Owen’s Opinion
San Francisco needs to implement new cleanup policies
December 12, 2019
San Francisco embodies the American tech boom, serves as a center of innovation, fosters strong markets and grows neo-progressive ideals, but that doesn’t mean we can ignore its filthy streets. The presence of human waste, used drug paraphernalia, trash and rodents on the streets are all legitimate health risks to San Francisco’s citizens.
San Francisco has 24,500 “intravenous drug addicts” and 9,784 homeless, according to the San Francisco Department of Health. The streets are consequently covered in needles, human waste and trash, but the city of San Francisco isn’t doing much to abate this problem. In fact, the city is assisting in defiling the streets.
The San Francisco Health Department hands out over 400,000 needles a month to its 25,000 people who inject drugs, 4,000 of whom are homeless. According to City Journal, about 40% of needles aren’t handed back or disposed of properly.
The needle program was originally instituted to decrease the spread of infectious diseases like HIV, hepatitis and typhus, but by needles ending up on the streets more, it could have devastating impacts — more people who inject drugs will be picking needles off the dirty streets and using them, which could lead to a rise in disease.
While San Francisco has pick-up teams that collect about 12,000 needles a month from homeless encampments alone, according to the “San Francisco Chronicle,” it wouldn’t need these teams if it didn’t hand out needles in the first place. The city subsidizes both the needle program and the cleanup team through taxation.
Families, pets and even homeless people are at risk of being exposed to disease-ridden syringes. NBC Bay Area’s investigation team found over 100 used needles discarded on the downtown San Francisco streets in one day.
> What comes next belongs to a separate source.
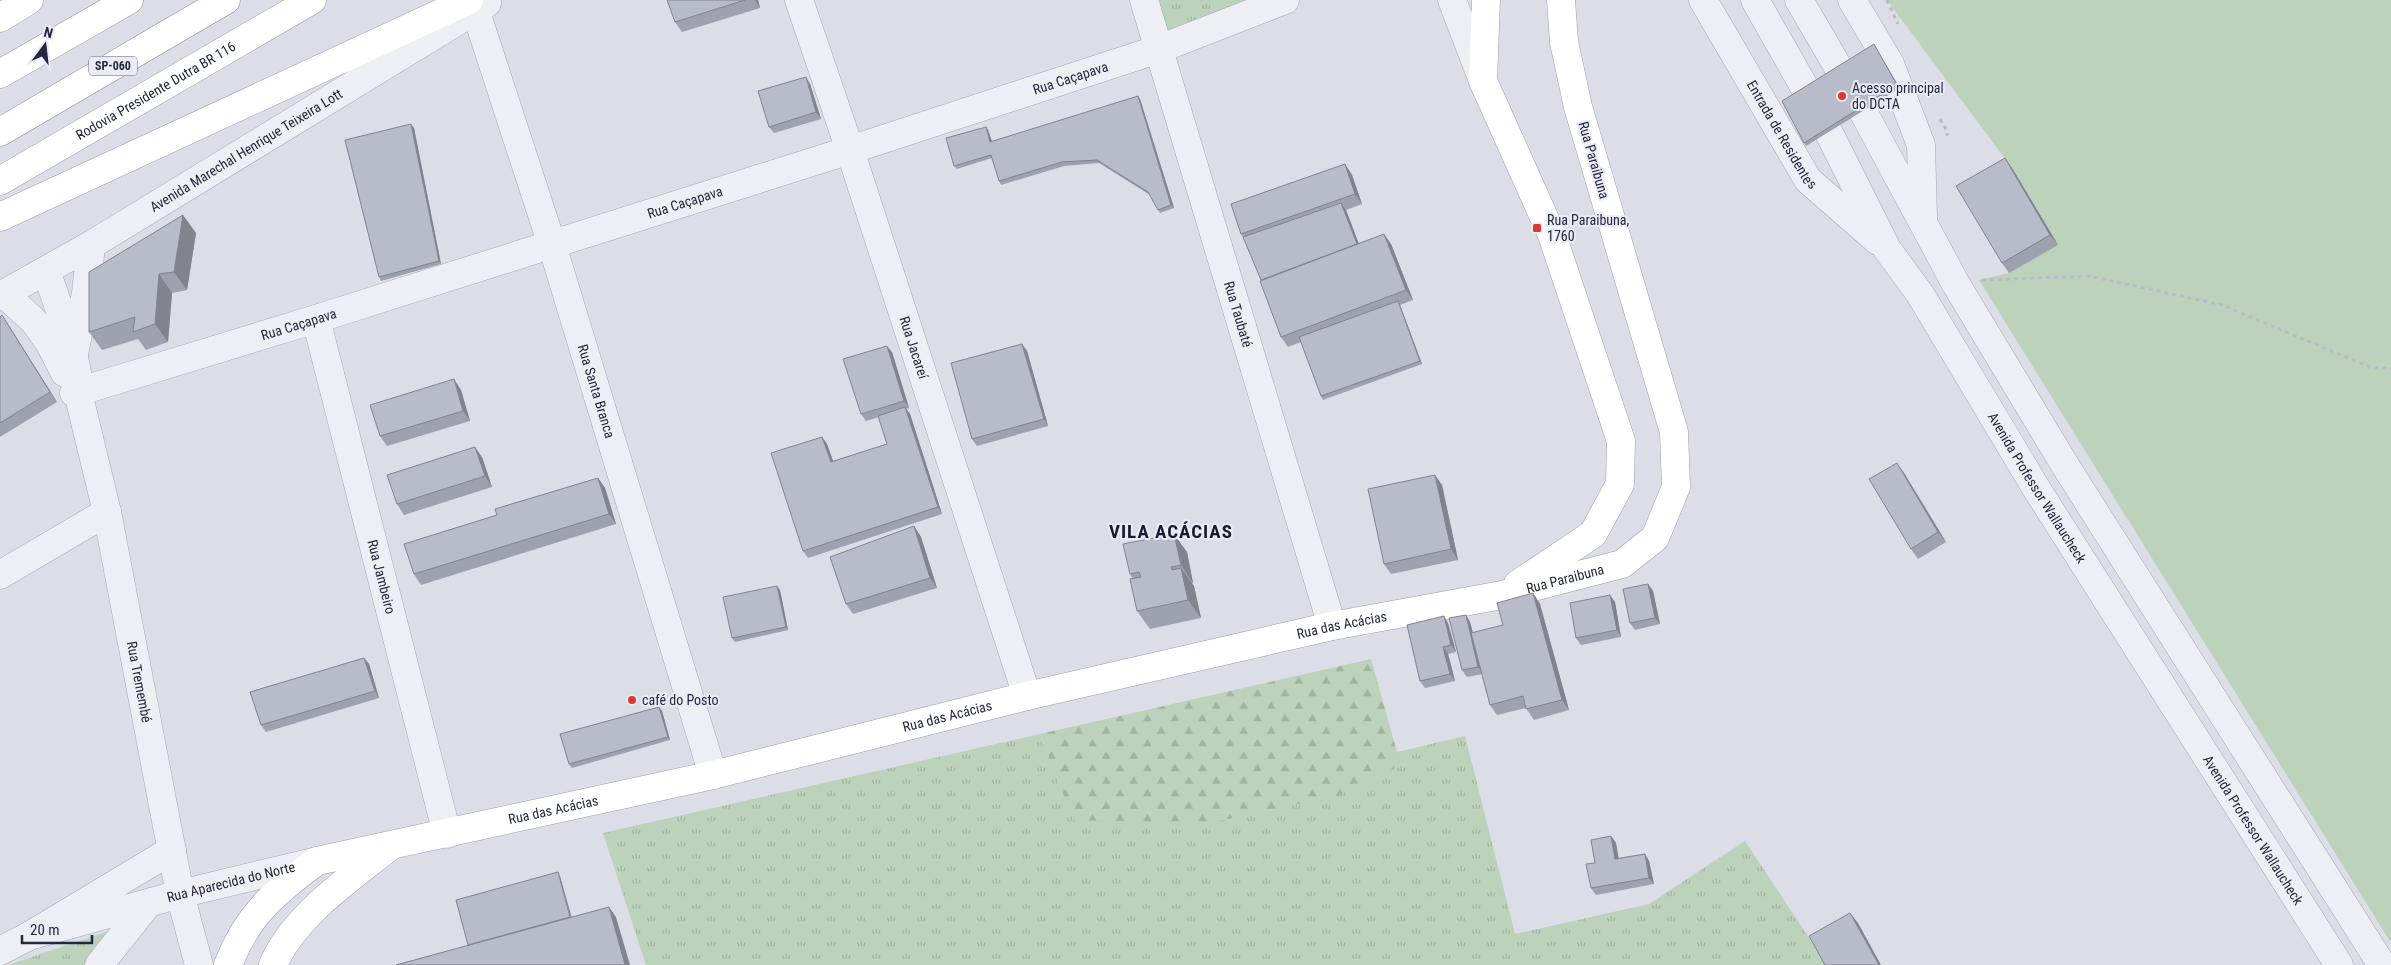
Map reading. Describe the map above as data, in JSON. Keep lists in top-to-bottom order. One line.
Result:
{"streets":{"main road":["SP-060","Rodovia Presidente Dutra BR 116","Rua Paraibuna","Rua das Acácias"],"street":["Rua Caçapava","Entrada de Residentes","Avenida Marechal Henrique Teixeira Lott","Rua Taubaté","Rua Jacareí","Rua Santa Branca","Avenida Professor Wallaucheck","Rua Jambeiro","Rua Tremembé","Rua Aparecida do Norte"]},"crossings":[["Rua Caçapava","Rua Taubaté"],["Rua Caçapava","Rua Jacareí"],["Rua Caçapava","Rua Santa Branca"],["Rua Caçapava","Rua Jambeiro"],["Rua Caçapava","Rua Tremembé"],["Entrada de Residentes","Avenida Professor Wallaucheck"],["Avenida Marechal Henrique Teixeira Lott","Rua Santa Branca"],["Avenida Marechal Henrique Teixeira Lott","Rua Tremembé"],["Rua Paraibuna","Rua das Acácias"],["Rua Taubaté","Rua das Acácias"],["Rua Jacareí","Rua das Acácias"],["Rua Santa Branca","Rua das Acácias"],["Rua Jambeiro","Rua das Acácias"],["Rua das Acácias","Rua Aparecida do Norte"],["Rua Tremembé","Rua Aparecida do Norte"]],"districts":["VILA ACÁCIAS"],"places":{"other":["Acesso principal do DCTA","café do Posto"],"transit":["Rua Paraibuna, 1760"]},"scale_bar":"20 m","north":"top"}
If a pet or pedestrian were to step on a needle, they could contract whatever infectious disease the original user may have had. Police officers in Los Angeles have been treated for typhoid fever they contracted while working needle-infested homeless encampments.
As long as San Francisco and other cities use the public’s money to give out free needles to people who inject drugs without collecting them, the streets will pose serious health risks. If San Francisco really wanted to help abate the problem of filthy streets, it would not increase health and safety hazards on the streets by putting more needles into circulation without having a plan for proper disposal. Instead, it would use the money to prevent health hazards like human waste.
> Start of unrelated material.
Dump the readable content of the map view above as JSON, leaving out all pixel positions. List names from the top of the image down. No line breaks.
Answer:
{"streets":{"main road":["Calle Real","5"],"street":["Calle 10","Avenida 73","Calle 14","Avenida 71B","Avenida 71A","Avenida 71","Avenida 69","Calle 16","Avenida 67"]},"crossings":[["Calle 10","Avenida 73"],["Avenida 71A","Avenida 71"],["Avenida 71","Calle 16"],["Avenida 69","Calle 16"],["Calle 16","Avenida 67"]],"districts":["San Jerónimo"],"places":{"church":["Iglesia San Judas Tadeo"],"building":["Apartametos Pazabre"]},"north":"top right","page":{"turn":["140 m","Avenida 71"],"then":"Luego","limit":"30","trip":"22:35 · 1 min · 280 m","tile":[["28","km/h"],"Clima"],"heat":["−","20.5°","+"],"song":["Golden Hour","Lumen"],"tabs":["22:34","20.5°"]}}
San Francisco can easily prevent human waste on the streets by using budgeted money to build public “pit stops.” The city has a shortage of public toilets, with only 25 pit stops — self-cleaning, single-occupant public bathrooms — available in the entire city. This means that thousands of homeless people defecate, urinate and vomit on the streets every single day.
Sixty-five people call the city every day to report stepping in or seeing human waste on sidewalks, according to the Chamber of Commerce. NBC surveyed downtown San Francisco and discovered 300 piles of human feces in one day. Nothing could be more embarrassing for a city the size of San Francisco.
The problem has become so bad that SF Travel, the city’s visitor bureau, set up a hotline for tourists to report feces and needles on the streets. The bureau’s website states that it wants to make San Francisco the ultimate travel destination, and that the streets need to be cleaner for that to happen.
Still, San Francisco only built three new public toilets this year, which are currently not open 24 hours a day, according to CBS Bay Area. No wonder pedestrians step in feces and urine — 9,000 homeless people do not have access to bathrooms at night, and compete for 25 toilets during the day. San Francisco needs to designate more of its massive $12.3 billion budget to building more public bathrooms.
The solution for San Francisco’s streets is simple: stop giving out needles as long as they aren’t properly disposed of and build more public toilets. Doing so would make the streets safer from health hazards for citizens, people who inject drugs and the homeless alike.